MANSFIELD – Nobody on the Prestonwood Christian Academy boys basketball team wanted the final two points in Saturday’s TAPPS 5A State Championship Game more than sophomore D.J. McGee.
Mere seconds after nearly wresting away control of the game to John Paul II, McGee got his chance at redemption with 8.2 seconds to play. The heroics that followed proved the difference in a 46-45 Prestonwood victory that marked the team’s third consecutive state title and fourth in the past five years.
“I just really wanted to win,” McGee said. “I felt like my team needed me and I had to go do what I could do.”
McGee’s sense of urgency heightened plenty after the Cardinals snagged their first lead of the second half at 45-44 with 25 seconds to play on an elbow jumper by junior Brendan Baker. McGee tried to respond immediately, but instead picked up on offensive foul on a charge taken by senior Jackson Forbes.
The second-year point guard got one last chance to make amends moments after senior Bola Alade (14 points) missed the front end of a one-and-one by barreling into the paint and drawing a foul with 8.2 to play. The two free throws that followed put an emphatic cap on McGee’s team-leading 14 points and gave the Lions a 46-45 lead.
“D.J. McGee is a sophomore who’s going to be a Division I point guard in two years,” said Chris Lovell, Prestonwood head coach. “He’s big, strong and has a size 14 shoe, which we hope he grows into. He’s got great confidence and to be a point guard at any level, you have to have that.”
The Cardinals raced back up the floor, with Alade getting into the lane for a layup contested by Prestonwood sophomore Schnider Herard. Although Alade avoided the 6-foot-10 post’s wingspan, the layup slithered over and off the rim as time expired.

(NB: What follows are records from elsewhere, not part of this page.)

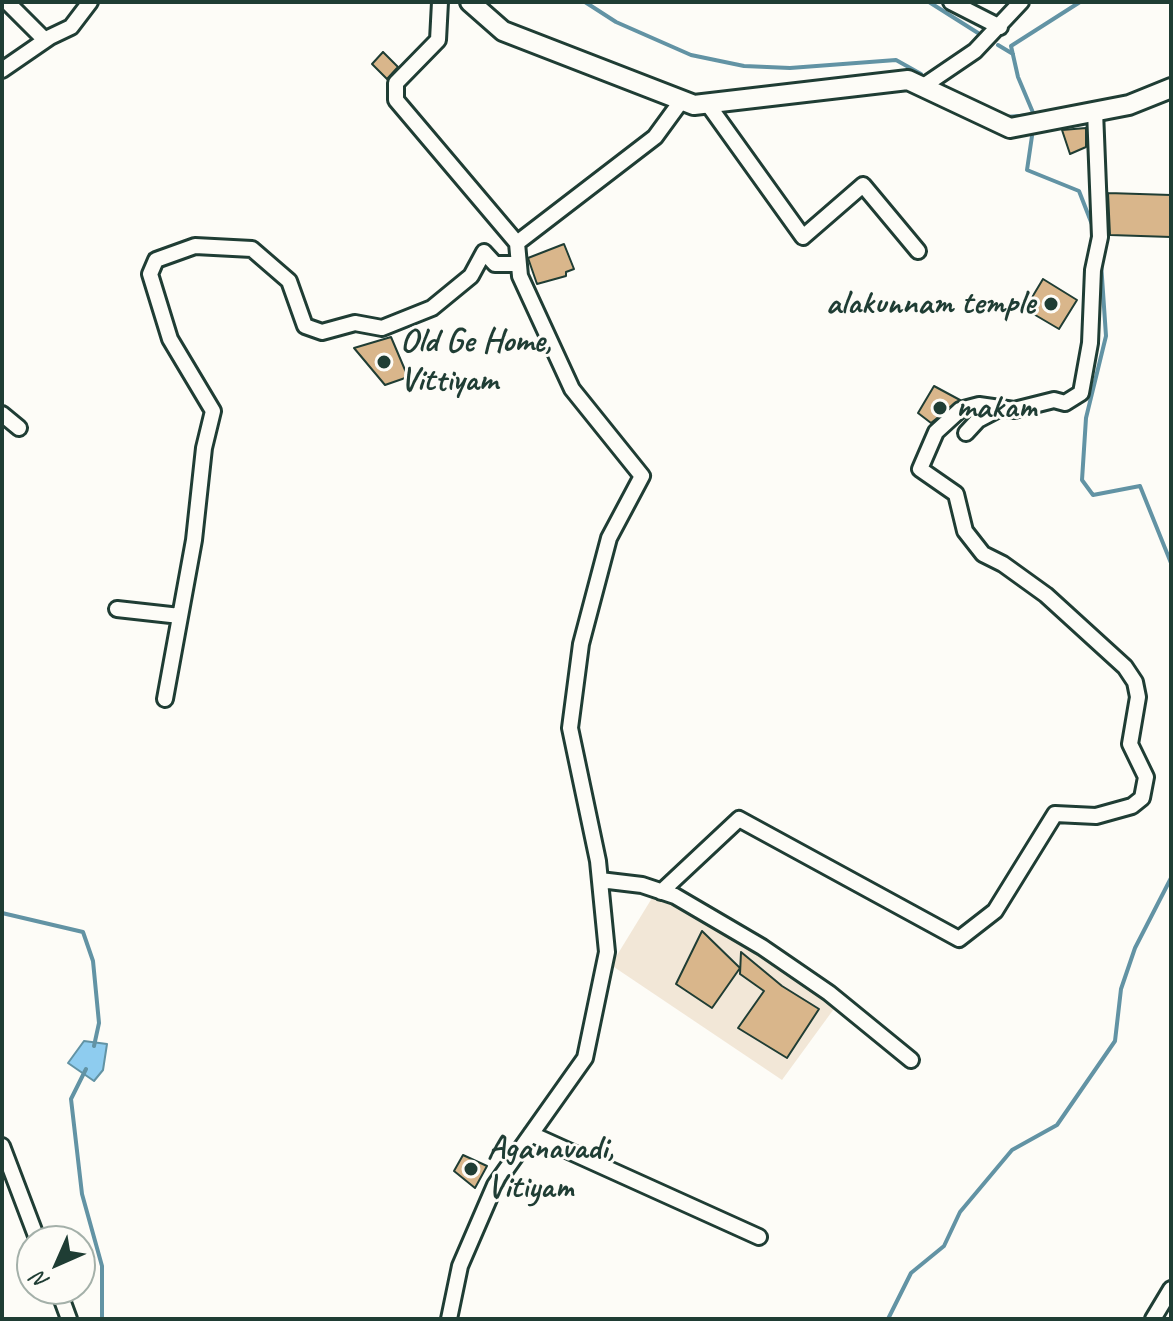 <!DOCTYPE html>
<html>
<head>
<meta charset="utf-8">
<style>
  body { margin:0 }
  #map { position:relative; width:1173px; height:1321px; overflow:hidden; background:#fdfcf7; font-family:Caveat,sans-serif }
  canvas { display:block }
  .frame { position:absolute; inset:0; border:4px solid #1f3d34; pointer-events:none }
  .north { position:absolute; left:16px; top:1225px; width:80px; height:80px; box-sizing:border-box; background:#fdfcf7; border:2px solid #a4b0a9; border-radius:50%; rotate:225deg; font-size:22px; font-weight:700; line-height:32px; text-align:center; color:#1f3d34 }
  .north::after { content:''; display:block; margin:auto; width:28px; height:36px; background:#1f3d34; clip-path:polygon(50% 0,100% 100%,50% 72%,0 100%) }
</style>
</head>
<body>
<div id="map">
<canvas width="1173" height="1321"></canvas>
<div class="frame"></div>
<div class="north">N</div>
</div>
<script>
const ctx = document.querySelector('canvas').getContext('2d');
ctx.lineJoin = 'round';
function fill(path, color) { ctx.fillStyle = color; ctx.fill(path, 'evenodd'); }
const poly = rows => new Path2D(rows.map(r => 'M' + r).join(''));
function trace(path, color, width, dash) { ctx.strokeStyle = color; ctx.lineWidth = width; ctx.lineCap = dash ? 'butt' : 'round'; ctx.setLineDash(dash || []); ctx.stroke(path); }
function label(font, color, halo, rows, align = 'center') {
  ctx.font = font + ' Caveat,sans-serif'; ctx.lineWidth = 6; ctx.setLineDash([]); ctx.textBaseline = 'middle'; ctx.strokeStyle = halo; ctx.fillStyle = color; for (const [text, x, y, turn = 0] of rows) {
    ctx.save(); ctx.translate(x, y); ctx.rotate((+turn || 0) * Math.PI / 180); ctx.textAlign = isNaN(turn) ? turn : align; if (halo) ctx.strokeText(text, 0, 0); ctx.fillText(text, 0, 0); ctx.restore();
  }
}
fill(poly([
  [660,885,836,1006,782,1080,611,965]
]), '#f2e7d7');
const water = poly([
  [84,1041,107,1044,103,1070,94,1081,68,1063,84,1041]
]);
fill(water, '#8eccef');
trace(water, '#6293a4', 2);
trace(poly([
  [585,2,616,22,691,55,744,66,790,68,896,60,921,74],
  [929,2,978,33],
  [998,45,1013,54],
  [943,86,962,96],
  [1005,117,1034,115,1018,77,1011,46,1080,2],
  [1032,136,1027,170,1079,191,1093,227],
  [1101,263,1106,336,1086,418,1082,480,1093,495,1140,486,1171,563],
  [2,913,83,932,93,961,99,1023,94,1046],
  [86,1069,71,1099,82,1194,102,1266,102,1319],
  [888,1319,911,1273,944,1246,960,1212,1012,1150,1057,1125,1115,1041,1121,989,1135,948,1171,878]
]), '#6293a4', 4);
const building = poly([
  [383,52,398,67,387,79,372,64,383,52],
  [1086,128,1086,147,1070,154,1062,130,1086,128],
  [1108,193,1171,195,1171,237,1110,235,1108,193],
  [564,244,574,269,566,272,566,276,537,284,528,258,564,244],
  [1043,279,1077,300,1059,329,1025,309,1043,279],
  [391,337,408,377,385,385,354,348,391,337],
  [934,386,960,400,931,423,918,413,934,386],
  [702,931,740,968,712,1008,676,984,702,931],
  [741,952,782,986,819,1009,787,1058,738,1028,764,991,740,974,741,952],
  [463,1155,487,1166,475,1188,454,1171,463,1155]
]);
fill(building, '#d9b68b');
trace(building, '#1f3d34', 2);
const minor = poly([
  [7,2,45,40],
  [440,2,438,40,396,83,396,100,517,243],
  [951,2,1000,27],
  [2,70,50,37,71,27,90,2],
  [922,87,975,51,1021,2],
  [707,103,803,237,863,185,918,251],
  [2,414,19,428],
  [966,433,978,420,997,410],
  [117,609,180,616],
  [165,699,194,540,204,448,213,411,170,339,150,274,156,260,195,246,252,249,289,281,305,326,322,332,355,323,382,328,432,308,471,276,484,252,495,264,519,264],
  [600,880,642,885,675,896,762,947,829,993,911,1060],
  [661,892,739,819,959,939,995,911,1055,814,1096,816,1132,806,1142,798,1146,777,1130,744,1138,697,1135,682,1125,667,1046,595,1003,564,983,554,965,531,956,494,920,469,936,432,960,410,979,405,1014,410,1054,400,1065,403,1081,393,1090,343,1093,270,1100,237,1095,111],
  [531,1134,759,1237],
  [2,1146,38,1241],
  [58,1289,69,1319],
  [449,1319,460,1266,495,1185,585,1058,607,952,598,861,570,728,581,644,609,538,642,476,572,389,520,276,517,243,655,137,682,100],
  [1153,1319,1171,1289]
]);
const major = poly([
  [470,2,503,31,694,105,908,80,1010,128,1129,105,1171,88]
]);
trace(minor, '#1f3d34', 20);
trace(major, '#1f3d34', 24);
trace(minor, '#fdfcf7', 14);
trace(major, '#fdfcf7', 18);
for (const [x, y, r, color] of [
  [1051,304,8,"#1f3d34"],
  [384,362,8,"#1f3d34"],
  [940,408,8,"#1f3d34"],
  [471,1169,8,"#1f3d34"]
]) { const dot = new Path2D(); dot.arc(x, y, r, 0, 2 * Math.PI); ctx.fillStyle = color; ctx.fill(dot); trace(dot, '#fdfcf7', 3); }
label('bold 34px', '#1f3d34', '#fdfcf7', [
  ["alakunnam temple",1035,304,"right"],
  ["Old Ge Home,",400,342],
  ["Vittiyam",400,381],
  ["makam",956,408],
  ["Aganavadi,",487,1149],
  ["Vitiyam",487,1188]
], 'left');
</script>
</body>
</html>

“We got a great look at the end,” said Jacob Anderson, John Paul head coach. “A layup to win the state championship was just an inch to the right and didn’t go.”
For the Cardinals, it was an unceremonious cap to a fourth quarter that saw them claw back after Prestonwood took its foot off the gas and attempted to bleed clock with roughly 6:30 remaining and a 41-34 lead.
And although it resulted in three turnovers and permitted the Cardinals to close the game on an 11-5 run, the Lions ultimately weathered the storm.
“We’ve played in a lot of close games this season,” Lovell said. “I think those games prepared us a lot for situations like this. I’m really proud of the guys for keeping their composure.”
That mental fortitude was tested plenty, both late and early in the game when Herard, the State Tournament MVP, picked up two fouls in the first quarter.
“I’m always trying hard to get offensive rebounds for my team,” Herard said. “It was tough picking up those early fouls, but coach sat me down, told me to take a deep breath and it was going to be OK.”
With the anchor of their interior defense sidelined, the Lions had no recourse for keeping John Paul off the glass early on. The Cardinals out-rebounded Prestonwood, 25-12, in the first half and Forbes’ (10 points, 13 rebounds) hands might as well have been magnets with the volume of rebounds he grabbed. It was turning those chances into points that proved problematic for the Cardinals.
“There were opportunities throughout the game,” Anderson said. “In the first half, we missed about 10 chippies and once we finally got a lead, we just let [Prestonwood] linger and hang around.”
Able to extend its lead to 20-14 following an and-one by junior Ryan Smith, John Paul watched its momentum dissipate upon Herard (nine points, six rebounds) re-entering the game with 5:05 to go in the first half.
The Lions responded by closing out the frame on an 11-2 run for a 25-22 advantage at halftime.
John Paul wouldn’t regain the lead until Baker’s jumper with 25 seconds to play. And although there were chances to close the door on one last Prestonwood rally, it wasn’t to be for the Cardinals, who watched their postseason go up in smoke for the fourth consecutive year at the hands of their city rivals.
“It’s tough for everyone,” Anderson said. “… To come up an inch short, I feel for those kids. It’s probably something they’ll never forget.”
The same could be said for Prestonwood, except in an entirely light.
“It’s big. It feels like I’m dreaming right now,” McGee said.